Story of Healing
Even though Demetrios Reichenau’s parents, Sofia and Matthew, knew there was a chance their son would become diabetic, they were not prepared for how soon in his life that diagnosis would come.
Demetrios, or “Deme,” was born on November 5, 2018, and right before his first birthday, he came down with a what his parents describe as a horrible virus. A few days later, he began acting lethargic and was having other issues like increased urination and other unusual behaviors.
Deme’s father and grandmother are both Type 1 diabetics, so as a precaution, Deme’s father checked his blood sugar levels and sure enough, they were extremely high. Deme’s parents immediately took him to West Jefferson Medical Center, and on November 18, just weeks after turning one, Deme was diagnosed with diabetes, a serious autoimmune disease in which the pancreas stops producing insulin, which is the essential hormone that allows glucose to provide energy to the body.
Due to Deme’s high levels and declining condition, he was immediately transferred to the Pediatric Intensive Care Unit (PICU) at Children’s Hospital New Orleans.
Life forever changed for the Reichenau family, shared Deme’s mother, Sofia.
“I’m very thankful that we had background knowledge and experience with diabetes, so my husband and mother-in-law knew what to expect, knew the things we needed to do to care for Deme, and I was able to learn quickly as well,” recalled Sofia. “Having a diabetic baby is a whole different ball game, every little thing can impact their little bodies.”
“Dealing with type 1 diabetes in a child is not an easy task, and even with current insulins and technology, small children with diabetes are prone to more fluctuations in blood glucoses that older children mostly due to their variable levels of activity and eating patterns,” explains Dr. Ricardo Gomez. “Deme’s parents have done a super job by being a very active part of the diabetes management team and being able to prevent hypoglycemia by staying alert and quickly acting and making interventions when needed”
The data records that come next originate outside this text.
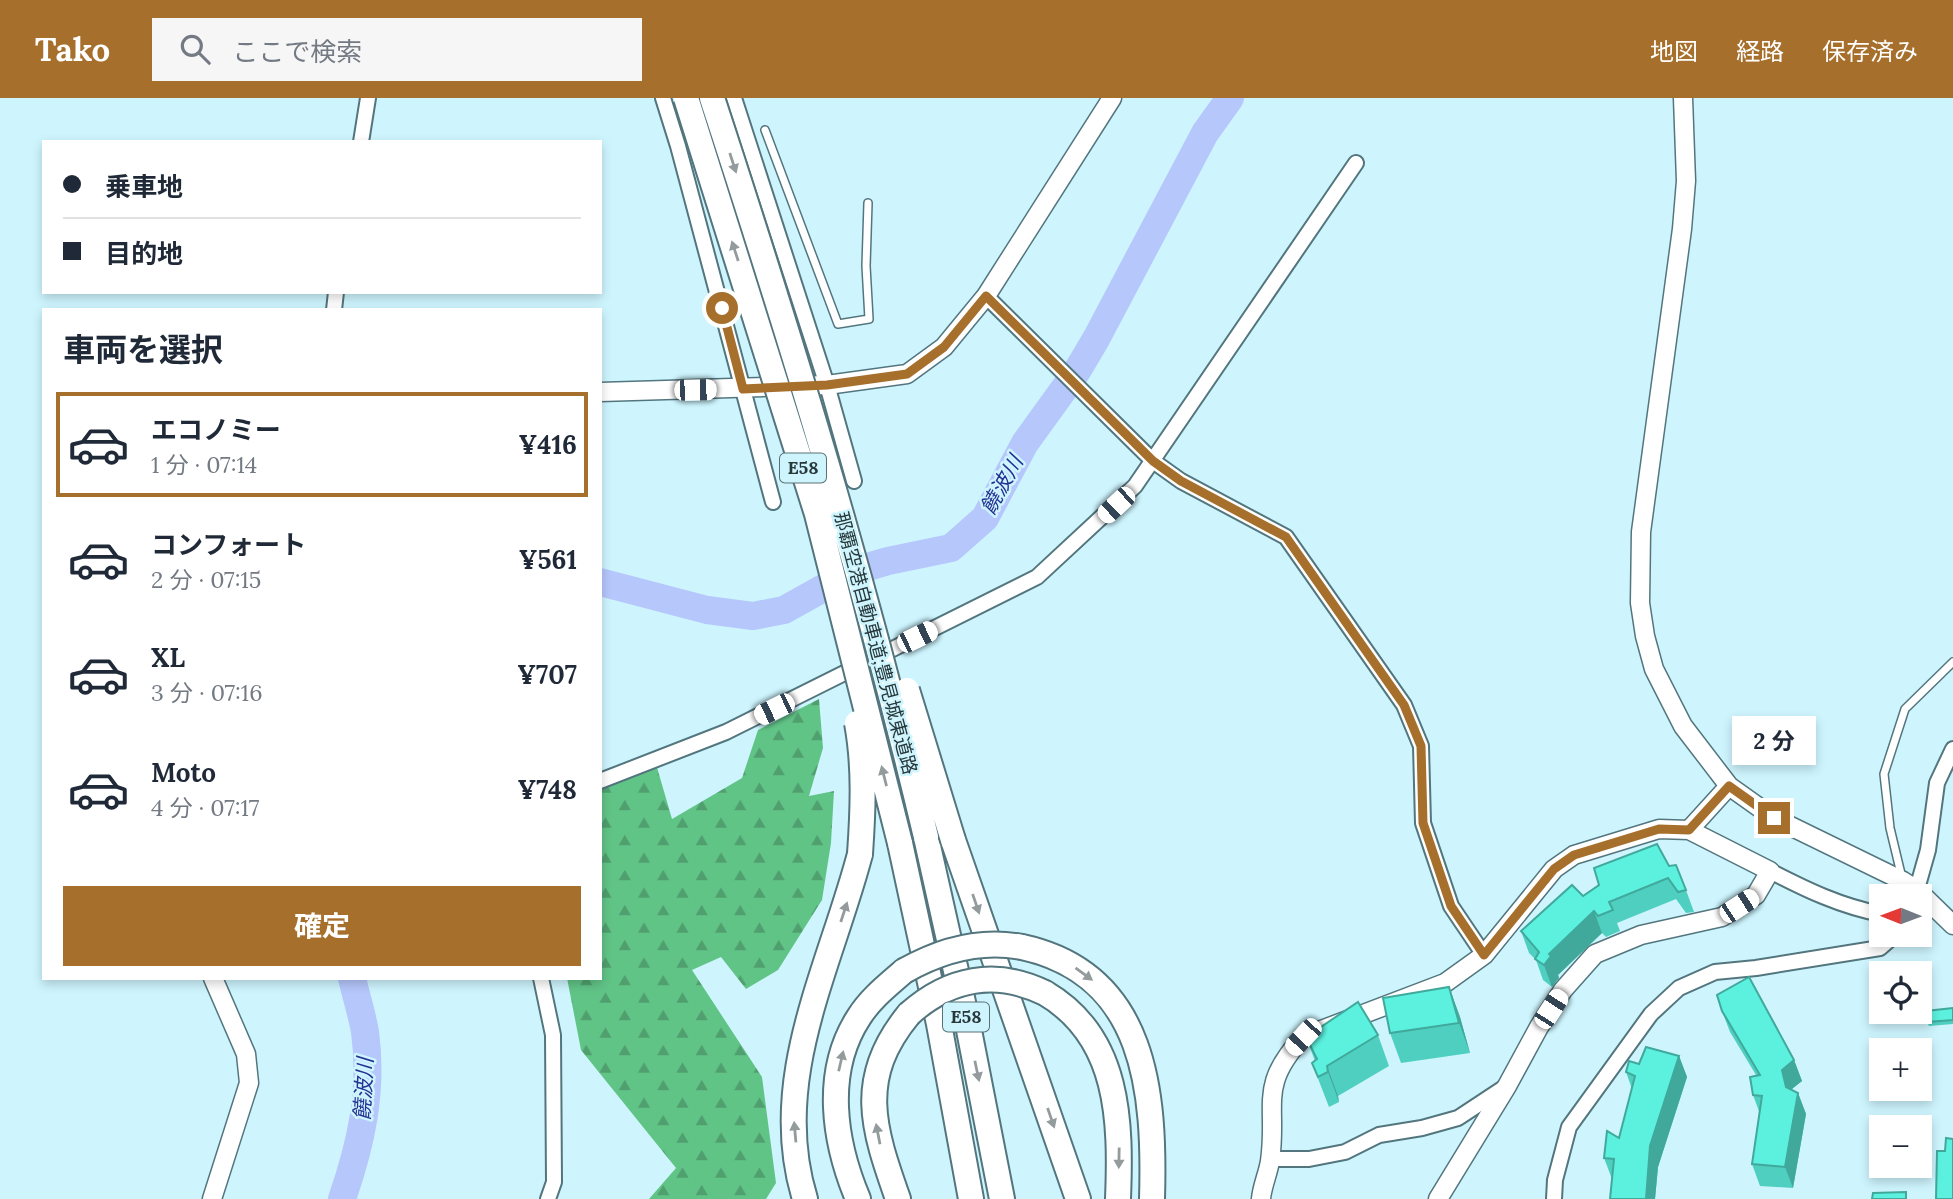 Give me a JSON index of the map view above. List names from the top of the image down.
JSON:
{
  "streets": {
    "highway": ["E58", "那覇空港自動車道;豊見城東道路"]
  },
  "water": ["饒波川"],
  "north": "left",
  "page": {
    "header": "Tako",
    "search": "ここで検索",
    "nav": ["地図", "経路", "保存済み"],
    "banner": ["乗車地", "目的地"],
    "heading": "車両を選択",
    "list": [
      {
        "name": "エコノミー",
        "note": "1 分 · 07:14",
        "value": "¥416"
      },
      {
        "name": "コンフォート",
        "note": "2 分 · 07:15",
        "value": "¥561"
      },
      {
        "name": "XL",
        "note": "3 分 · 07:16",
        "value": "¥707"
      },
      {
        "name": "Moto",
        "note": "4 分 · 07:17",
        "value": "¥748"
      }
    ],
    "bubble": "2 分",
    "buttons": "確定",
    "map_buttons": ["+", "−"]
  }
}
Deme just recently turned three years old and is approaching the two-year mark of living with diabetes, but it’s still a rollercoaster of monitoring levels, adjusting insulin doses, and carb counting, explains Sofia.
“I’ve had many sleepless nights checking his levels regularly and making sure he’s feeling okay,” shared Sofia. “While we’re definitely adjusting, it’s definitely taken a toll on all of us, and it’s been a very stressful journey.”
Dr. Ricardo Gomez, a Pediatric Endocrinologist at Children’s, has cared for Deme since his diagnosis. Along with Dr. Gomez, Sofia shared that she is incredibly grateful to Caroline, Marcella and Monique who serve endocrinology patients and have cared for Deme for the last two years. Deme and his family go to Children’s every three months for bloodwork, insulin adjustments, and other regular checkup procedures.
“Since his diagnosis, Deme is really starting to flourish,” shared Sofia. “Despite struggling with some developmental delays, which are normal for babies with autoimmune diseases, Deme is a happy-go-lucky child who is very sweet and loving. He will be starting school in a few weeks, and his parents are really impressed with how far he’s come and can’t wait to see his adventure continue.”